Uma característica estranha da literatura russa é que o primeiro romance a aparecer no vernáculo não era uma obra original mas uma tradução do francês – e não até ao século XVIII. Isto foi pelo menos 200 anos depois de o resto da Europa ter arquivado as suas línguas eclesiásticas: Dante elogiou a “eloquência do vernáculo” no início do século XIV; Du Bellay ofereceu uma “Defesa e Ilustração da Língua Francesa” no século XVI; e as línguas com muito menos falantes – holandês, português, polaco – tinham uma literatura ampla e distinta quando todos os russos tinham sido uma dispersão de épicos medievais e obras devocionais escritas na língua eclesiástica, Igreja Eslava.

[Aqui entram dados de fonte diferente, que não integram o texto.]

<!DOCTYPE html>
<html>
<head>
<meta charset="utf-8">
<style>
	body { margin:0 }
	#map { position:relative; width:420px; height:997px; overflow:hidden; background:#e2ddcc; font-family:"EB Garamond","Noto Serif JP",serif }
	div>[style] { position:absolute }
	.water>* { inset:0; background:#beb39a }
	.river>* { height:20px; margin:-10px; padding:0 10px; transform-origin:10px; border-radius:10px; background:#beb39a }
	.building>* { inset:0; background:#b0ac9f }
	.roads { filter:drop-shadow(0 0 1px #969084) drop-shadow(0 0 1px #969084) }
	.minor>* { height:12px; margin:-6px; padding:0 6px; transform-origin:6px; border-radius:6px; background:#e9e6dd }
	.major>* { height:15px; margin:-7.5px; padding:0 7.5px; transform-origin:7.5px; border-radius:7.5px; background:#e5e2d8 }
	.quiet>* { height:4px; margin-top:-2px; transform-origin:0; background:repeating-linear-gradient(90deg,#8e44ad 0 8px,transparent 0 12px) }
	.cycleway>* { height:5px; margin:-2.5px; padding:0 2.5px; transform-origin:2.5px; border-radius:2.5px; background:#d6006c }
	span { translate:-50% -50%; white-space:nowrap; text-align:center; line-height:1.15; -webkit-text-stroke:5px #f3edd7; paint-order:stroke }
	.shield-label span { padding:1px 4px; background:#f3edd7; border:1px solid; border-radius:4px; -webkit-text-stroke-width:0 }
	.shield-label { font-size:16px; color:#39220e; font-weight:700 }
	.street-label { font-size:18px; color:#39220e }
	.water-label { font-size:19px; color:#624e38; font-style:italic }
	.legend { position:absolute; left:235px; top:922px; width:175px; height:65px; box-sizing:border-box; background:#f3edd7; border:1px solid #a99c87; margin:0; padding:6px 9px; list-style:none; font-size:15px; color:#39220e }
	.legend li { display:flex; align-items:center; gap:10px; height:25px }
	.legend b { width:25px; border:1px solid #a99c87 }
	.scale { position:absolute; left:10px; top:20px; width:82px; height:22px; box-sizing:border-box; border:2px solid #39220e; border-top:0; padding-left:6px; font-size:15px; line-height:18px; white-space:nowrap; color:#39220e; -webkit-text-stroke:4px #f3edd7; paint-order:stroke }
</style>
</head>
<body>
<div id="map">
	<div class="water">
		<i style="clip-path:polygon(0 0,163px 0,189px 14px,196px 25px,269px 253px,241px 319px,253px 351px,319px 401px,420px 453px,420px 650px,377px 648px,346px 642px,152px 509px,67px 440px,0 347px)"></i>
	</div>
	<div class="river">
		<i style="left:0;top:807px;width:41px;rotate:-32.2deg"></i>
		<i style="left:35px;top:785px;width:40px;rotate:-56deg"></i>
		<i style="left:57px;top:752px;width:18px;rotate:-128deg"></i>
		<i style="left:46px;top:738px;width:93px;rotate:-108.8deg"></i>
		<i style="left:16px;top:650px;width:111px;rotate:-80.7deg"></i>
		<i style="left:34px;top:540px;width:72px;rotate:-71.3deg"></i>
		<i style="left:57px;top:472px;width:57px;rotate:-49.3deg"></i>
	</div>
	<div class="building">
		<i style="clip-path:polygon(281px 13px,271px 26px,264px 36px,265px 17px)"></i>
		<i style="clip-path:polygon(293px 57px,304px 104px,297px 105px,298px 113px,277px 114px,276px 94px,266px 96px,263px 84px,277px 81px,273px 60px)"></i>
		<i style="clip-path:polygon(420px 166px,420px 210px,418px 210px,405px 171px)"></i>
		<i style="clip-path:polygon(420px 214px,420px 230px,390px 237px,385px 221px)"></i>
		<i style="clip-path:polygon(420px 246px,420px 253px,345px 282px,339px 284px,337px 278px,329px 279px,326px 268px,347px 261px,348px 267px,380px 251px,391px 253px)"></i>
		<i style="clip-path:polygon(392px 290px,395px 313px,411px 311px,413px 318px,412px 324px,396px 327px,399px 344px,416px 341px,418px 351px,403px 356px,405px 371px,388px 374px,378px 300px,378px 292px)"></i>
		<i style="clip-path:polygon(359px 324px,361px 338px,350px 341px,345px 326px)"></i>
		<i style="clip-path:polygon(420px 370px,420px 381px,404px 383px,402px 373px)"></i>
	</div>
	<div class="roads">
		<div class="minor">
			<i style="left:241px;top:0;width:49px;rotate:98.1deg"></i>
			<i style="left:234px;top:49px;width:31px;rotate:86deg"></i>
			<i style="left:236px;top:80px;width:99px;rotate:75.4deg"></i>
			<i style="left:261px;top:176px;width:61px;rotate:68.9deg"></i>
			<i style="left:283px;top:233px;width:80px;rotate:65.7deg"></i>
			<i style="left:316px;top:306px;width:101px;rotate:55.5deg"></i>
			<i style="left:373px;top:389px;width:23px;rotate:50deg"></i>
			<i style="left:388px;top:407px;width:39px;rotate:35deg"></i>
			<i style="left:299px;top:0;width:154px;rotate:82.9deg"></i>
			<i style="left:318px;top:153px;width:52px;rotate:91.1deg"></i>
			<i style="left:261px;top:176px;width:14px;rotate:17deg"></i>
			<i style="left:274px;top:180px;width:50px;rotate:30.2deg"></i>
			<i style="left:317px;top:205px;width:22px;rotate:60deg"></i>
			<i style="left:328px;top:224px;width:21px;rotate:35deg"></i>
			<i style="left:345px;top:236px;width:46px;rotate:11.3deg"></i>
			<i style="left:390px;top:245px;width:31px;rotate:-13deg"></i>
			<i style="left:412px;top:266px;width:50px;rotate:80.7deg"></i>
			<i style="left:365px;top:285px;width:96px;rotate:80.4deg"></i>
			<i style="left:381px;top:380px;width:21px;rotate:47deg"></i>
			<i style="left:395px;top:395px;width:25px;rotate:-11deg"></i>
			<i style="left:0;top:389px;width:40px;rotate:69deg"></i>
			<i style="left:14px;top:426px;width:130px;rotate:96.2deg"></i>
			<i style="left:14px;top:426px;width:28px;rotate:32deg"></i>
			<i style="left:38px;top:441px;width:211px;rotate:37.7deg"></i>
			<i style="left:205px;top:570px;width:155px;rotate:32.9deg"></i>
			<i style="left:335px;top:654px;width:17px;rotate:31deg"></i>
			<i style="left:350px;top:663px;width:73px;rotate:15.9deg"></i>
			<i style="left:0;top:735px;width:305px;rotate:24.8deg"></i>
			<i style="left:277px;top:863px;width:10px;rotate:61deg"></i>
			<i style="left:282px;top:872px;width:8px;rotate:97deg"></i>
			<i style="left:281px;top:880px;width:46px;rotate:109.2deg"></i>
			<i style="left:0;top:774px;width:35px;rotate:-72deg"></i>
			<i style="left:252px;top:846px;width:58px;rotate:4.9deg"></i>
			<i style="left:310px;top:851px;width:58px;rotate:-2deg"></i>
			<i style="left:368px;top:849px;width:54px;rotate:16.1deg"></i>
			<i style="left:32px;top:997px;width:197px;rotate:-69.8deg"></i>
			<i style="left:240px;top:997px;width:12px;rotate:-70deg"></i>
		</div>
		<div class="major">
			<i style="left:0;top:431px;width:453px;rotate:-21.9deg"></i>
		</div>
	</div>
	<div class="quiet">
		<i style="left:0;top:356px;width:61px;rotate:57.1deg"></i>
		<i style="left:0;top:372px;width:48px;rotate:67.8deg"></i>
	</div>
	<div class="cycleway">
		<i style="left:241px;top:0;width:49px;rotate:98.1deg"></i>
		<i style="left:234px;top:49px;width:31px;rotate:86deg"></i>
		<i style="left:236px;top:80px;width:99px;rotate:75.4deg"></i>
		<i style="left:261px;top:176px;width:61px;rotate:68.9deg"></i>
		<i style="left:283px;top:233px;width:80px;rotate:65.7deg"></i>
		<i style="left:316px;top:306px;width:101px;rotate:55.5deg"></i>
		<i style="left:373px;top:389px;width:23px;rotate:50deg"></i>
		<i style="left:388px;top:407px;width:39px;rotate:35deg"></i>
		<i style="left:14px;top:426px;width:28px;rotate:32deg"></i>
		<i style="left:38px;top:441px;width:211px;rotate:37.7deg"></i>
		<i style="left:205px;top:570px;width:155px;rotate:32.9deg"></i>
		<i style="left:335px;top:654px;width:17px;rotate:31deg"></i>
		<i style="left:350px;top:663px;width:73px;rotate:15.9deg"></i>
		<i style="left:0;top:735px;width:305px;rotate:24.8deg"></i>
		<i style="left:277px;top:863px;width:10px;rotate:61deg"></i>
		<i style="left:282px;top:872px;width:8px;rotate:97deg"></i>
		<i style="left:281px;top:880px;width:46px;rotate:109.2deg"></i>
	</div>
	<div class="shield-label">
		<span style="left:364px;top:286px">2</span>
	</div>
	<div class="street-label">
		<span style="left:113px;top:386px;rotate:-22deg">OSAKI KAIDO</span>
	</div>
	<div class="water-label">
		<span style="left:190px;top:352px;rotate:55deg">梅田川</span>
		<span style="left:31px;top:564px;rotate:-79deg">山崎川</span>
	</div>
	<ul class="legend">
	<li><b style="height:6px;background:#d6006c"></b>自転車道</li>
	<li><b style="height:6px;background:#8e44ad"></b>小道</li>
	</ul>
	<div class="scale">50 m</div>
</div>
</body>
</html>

Even no final do século XIX, o russo, como os leitores de Tolstoi sabem, ainda cheirava a pântano e tundra. Pessoas de classe falavam francês, e a relação do francês com o russo no romance russo do século XIX oferece uma metáfora desconfortável para a sociedade como um todo: uma elegante língua estrangeira esticada como uma membrana brilhante sobre a língua “real” do povo. Como os colonatos clássicos de São Petersburgo nunca esconderam completamente o pântano indigente sobre o qual foram construídos, a língua de Descartes nunca suplantou as utopias alucinadas que povoavam os sonhos dos santos eslavos.
Francês era a civilização; russo, os seus descontentamentos. Uma geração antes de Freud, Dostoievski – um dos favoritos de Freud – retratava os humanos como seres cuja loucura e luxúria e terror eram controlados apenas pelo mais gauzier dos véus. O idiota da aldeia admoesta o magnífico czar; a bela princesa, de volta de Baden-Baden, pincela risonhosamente a bruxa adivinhadora. Numa terra que não conhecia a Renascença, a supersticiosa aldeia medieval, com os seus trovões e presépios, invariavelmente invade o palácio Gálico. A Rússia de Dostoievski e Pushkin espreita no beco atrás da mansão, uma materialização do id.
As experiências dos escritores russos ecoaram a sua história nacional particular, mas não há nada de particularmente nacional nas paixões vulcânicas que ameaçam irromper através das superfícies cuidadosamente mantidas de cada vida humana. O facto de explorarem as profundezas não significa que os grandes russos tenham negligenciado as suas superfícies brilhantes, cujo brilho Fabergé os torna irresistivelmente românticos, e nos faz sentir o pathos da sua destruição.
Quando essa destruição chegasse, a superfície – a herança do formalismo cartesiano – manteria os demónios à distância. Se, um século antes, os franceses pareciam um folho de froufrou, a visão da cultura humana da qual era um símbolo agora oferecido como consolo, por muito escasso que fosse. No meio do terror estalinista, nada é mais autoconscientemente clássico do que os poemas de Akhmatova, que escreveu sonetos em Leninegrado sitiado; de Tsvetayeva, que olhava com insistência, há muito tempo, para a Grécia; ou de Mandelstam, que, num caso único na história literária, cometeu suicídio por ode. Se Dostoievski insistiu na realidade duradoura do irracional, os poetas do século XX descreveram – mas recusaram-se a reflectir – o caos que os engoliu, e agarraram-se à forma de uma mentira vital.
Joseph Brodsky escreveu que a Rússia combinou “os complexos de uma nação superior” com “o grande complexo de inferioridade de um pequeno país”. Numa nação que chegou tão tardiamente ao banquete da civilização europeia, a sua mentalidade torna o maior país do mundo estranhamente provinciano. Mas a sua pequenez e a sua dignidade oferecem uma metáfora óbvia para os extremos da psique humana. “Só posso ser guiado pelo contraste”, escreveu Tsvetayeva. Nos oito fusos horários espalhados entre as galerias do Hermitage e os fossos congelados de Magadan, há contraste suficiente. A consciência desta distância intransponível faz dos livros russos, na sua maior parte, reflexos de toda a vida humana – e sugere que o velho cliché, a “alma russa”, poderia perder o adjectivo.